How rich a subset of Ruby are you using? To which extent are you exploring the language space? I've been performing some lexical analysis on Ruby software to provide a first-order answer to those questions.

I'm only considering the lexical richness of a program for the time being. Using concepts from information theory (briefly explained below), we can obtain the "lexical complexity" of the source code.

Some results

The simplest files in stdlib

Here are the three (not totally trivial) lexically simplest files in the stdlib and their "lexical complexities":

  • irb/version.rb: 0.216 bits (17 tokens of 9 different types)
  • shell/version.rb: 0.126 bits (17 tokens of 9 different types)
  • irb/lc/error.rb: 0.305 bits (93 tokens of 10 different types)

Both irb/version.rb and shell/version.rb look like

module SomeModule
  @RELEASE_VERSION = "version"
  @LAST_UPDATE_DATE = "release date"

It's no wonder: they were both written by ISHITSUKA Keiju.

Other lexically simple files

  • English.rb: 0.616 bits (100 tokens of 4 different types)
  • tkclass.rb: 0.619 bits (150 tokens of 10 different types)
  • i686-linux/rbconfig.rb: 0.631 bits (1616 tokens of 41 different types)

English.rb is but a sequence of


tkclass.rb consists mostly of assignments like

 TopLevel = TkToplevel

and i686-linux/rbconfig.rb has got a lot of lines resembling

 CONFIG["ruby_install_name"] = "ruby"

The "lexical complexity" above represent the amount of information carried by a token (type) if we know the type of the token immediately preceding it. In all three cases, there are on average less than 2 choices. This can be expected in English.rb and tkclass.rb: after all, they only have 4 and 10 different tokens, respectively. The case of rbconfig.rb is more interesting: there are 41 distinct token types, but the lexical variability is very low; in other words, the code is very repetitive.
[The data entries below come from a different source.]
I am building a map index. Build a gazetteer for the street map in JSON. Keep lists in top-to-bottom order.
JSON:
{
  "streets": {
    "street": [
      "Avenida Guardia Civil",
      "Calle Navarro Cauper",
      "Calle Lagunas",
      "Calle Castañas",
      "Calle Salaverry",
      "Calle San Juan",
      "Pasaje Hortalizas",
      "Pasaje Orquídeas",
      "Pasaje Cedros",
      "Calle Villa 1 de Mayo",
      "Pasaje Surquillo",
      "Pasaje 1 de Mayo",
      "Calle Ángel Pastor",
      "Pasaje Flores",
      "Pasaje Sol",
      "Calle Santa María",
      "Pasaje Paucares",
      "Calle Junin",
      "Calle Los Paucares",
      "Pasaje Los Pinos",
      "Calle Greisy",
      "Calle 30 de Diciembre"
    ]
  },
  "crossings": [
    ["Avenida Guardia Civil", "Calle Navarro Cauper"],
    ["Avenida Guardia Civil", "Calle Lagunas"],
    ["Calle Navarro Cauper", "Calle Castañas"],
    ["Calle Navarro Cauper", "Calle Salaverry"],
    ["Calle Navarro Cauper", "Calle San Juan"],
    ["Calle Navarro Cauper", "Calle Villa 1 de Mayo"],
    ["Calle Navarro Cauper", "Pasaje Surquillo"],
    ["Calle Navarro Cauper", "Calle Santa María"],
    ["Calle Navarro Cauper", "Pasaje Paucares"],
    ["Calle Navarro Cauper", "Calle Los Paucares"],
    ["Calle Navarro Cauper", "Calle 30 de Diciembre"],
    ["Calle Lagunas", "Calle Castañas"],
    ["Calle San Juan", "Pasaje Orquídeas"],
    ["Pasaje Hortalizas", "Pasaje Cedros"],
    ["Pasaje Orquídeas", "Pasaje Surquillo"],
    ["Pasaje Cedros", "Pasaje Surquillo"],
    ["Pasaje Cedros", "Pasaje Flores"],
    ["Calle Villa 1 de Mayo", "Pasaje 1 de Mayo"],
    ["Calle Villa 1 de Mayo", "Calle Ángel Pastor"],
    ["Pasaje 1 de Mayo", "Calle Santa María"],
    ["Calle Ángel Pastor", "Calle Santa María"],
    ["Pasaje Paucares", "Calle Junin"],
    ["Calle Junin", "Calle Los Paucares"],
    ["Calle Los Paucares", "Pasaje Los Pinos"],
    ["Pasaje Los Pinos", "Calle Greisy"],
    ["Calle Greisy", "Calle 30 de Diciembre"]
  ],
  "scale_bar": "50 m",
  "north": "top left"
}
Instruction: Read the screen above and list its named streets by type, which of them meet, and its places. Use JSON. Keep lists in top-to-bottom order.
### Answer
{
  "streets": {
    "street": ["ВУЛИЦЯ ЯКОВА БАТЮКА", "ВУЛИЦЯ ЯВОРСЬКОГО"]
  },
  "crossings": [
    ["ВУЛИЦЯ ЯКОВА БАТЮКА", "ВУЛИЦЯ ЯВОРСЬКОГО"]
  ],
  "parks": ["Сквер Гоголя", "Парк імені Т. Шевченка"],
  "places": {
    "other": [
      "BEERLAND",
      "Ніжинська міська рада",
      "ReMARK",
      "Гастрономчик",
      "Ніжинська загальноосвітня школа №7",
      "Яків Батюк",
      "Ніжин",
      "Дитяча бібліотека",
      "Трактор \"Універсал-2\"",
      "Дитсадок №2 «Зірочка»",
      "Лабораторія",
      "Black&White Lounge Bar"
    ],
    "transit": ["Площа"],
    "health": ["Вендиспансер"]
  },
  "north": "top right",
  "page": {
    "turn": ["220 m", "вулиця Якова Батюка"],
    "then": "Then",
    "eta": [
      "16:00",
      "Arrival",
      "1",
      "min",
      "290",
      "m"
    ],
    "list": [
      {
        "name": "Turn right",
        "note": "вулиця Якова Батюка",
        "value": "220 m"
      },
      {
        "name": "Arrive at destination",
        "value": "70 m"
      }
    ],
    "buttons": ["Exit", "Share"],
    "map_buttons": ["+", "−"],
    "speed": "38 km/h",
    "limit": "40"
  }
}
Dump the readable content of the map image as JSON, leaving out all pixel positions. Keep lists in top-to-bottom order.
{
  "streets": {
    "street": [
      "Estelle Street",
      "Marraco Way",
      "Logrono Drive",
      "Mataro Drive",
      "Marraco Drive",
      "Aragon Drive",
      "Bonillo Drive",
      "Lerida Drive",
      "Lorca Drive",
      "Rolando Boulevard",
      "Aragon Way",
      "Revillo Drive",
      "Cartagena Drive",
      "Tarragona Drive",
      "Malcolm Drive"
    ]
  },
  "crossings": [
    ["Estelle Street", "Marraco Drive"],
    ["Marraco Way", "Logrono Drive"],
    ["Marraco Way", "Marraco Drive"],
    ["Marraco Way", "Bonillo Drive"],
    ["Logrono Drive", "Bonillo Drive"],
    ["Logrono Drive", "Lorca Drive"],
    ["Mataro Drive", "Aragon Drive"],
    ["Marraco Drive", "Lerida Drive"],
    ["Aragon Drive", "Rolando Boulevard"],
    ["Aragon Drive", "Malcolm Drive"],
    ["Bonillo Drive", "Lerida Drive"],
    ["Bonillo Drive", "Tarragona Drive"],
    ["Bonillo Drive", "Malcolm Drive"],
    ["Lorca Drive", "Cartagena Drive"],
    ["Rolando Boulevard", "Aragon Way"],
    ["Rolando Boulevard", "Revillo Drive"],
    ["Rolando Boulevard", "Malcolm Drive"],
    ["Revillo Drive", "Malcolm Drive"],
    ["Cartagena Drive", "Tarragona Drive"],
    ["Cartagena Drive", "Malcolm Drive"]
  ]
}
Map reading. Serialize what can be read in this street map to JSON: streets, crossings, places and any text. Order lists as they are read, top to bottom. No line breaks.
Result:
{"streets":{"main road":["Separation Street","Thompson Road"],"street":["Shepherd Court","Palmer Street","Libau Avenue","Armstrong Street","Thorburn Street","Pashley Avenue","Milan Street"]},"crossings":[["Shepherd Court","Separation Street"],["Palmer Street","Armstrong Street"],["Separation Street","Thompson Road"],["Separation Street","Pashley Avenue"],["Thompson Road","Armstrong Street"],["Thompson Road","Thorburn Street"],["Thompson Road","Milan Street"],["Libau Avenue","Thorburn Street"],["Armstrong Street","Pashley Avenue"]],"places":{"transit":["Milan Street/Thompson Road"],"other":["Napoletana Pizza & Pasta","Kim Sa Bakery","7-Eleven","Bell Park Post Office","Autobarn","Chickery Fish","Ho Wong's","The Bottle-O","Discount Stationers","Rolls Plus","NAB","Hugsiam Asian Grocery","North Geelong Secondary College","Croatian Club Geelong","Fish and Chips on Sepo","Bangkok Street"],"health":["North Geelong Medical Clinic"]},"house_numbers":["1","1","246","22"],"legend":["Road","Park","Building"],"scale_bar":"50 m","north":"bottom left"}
The most complex files in stdlib

  • tk/timer.rb: 2.411 bits (2656 tokens of 70 different types)
  • resolv.rb: 2.415 bits (8556 tokens of 85 different types)
  • optparse.rb: 2.505 bits (5903 tokens of 84 different types)

So the "lexically richest/most complex" file in the stdlib is optparse.rb. In general, bigger files tend to use more token types. But length detracts from the lexical variability at some point, as the code becomes a bit repetitive.

Some techniques

If you don't feel like reading the explanation and code below, here are the four things that stand out the most:

  • Using the block form of Hash.new to assign unique IDs to objects:
 OIDS = Hash.new{|h,k| h[k] = OIDS.size}

  • Another way to cache the results of a method call with an anonymous hash (could be easily metaprogrammed)
class Foo
  foo_cache = {}
  define_method(:foo) do |*a|
    if foo_cache.include?(a)
      ret = # compute ret
      foo_cache[a] = ret

  • Computing a weighted average:
weights = [1, 2, 3, 2, 4, 2, 1, 3]
weighted_avg = weights.inject([0,0]) do |(sum,idx), weight|
  [sum + weight * func(idx), idx + 1]

  • Beware of Matrix; it's slow and the interface is a bit rough at times (messy failures when requesting out-of-bound rows/columns, Vector objects are not enumerable...). (... narray)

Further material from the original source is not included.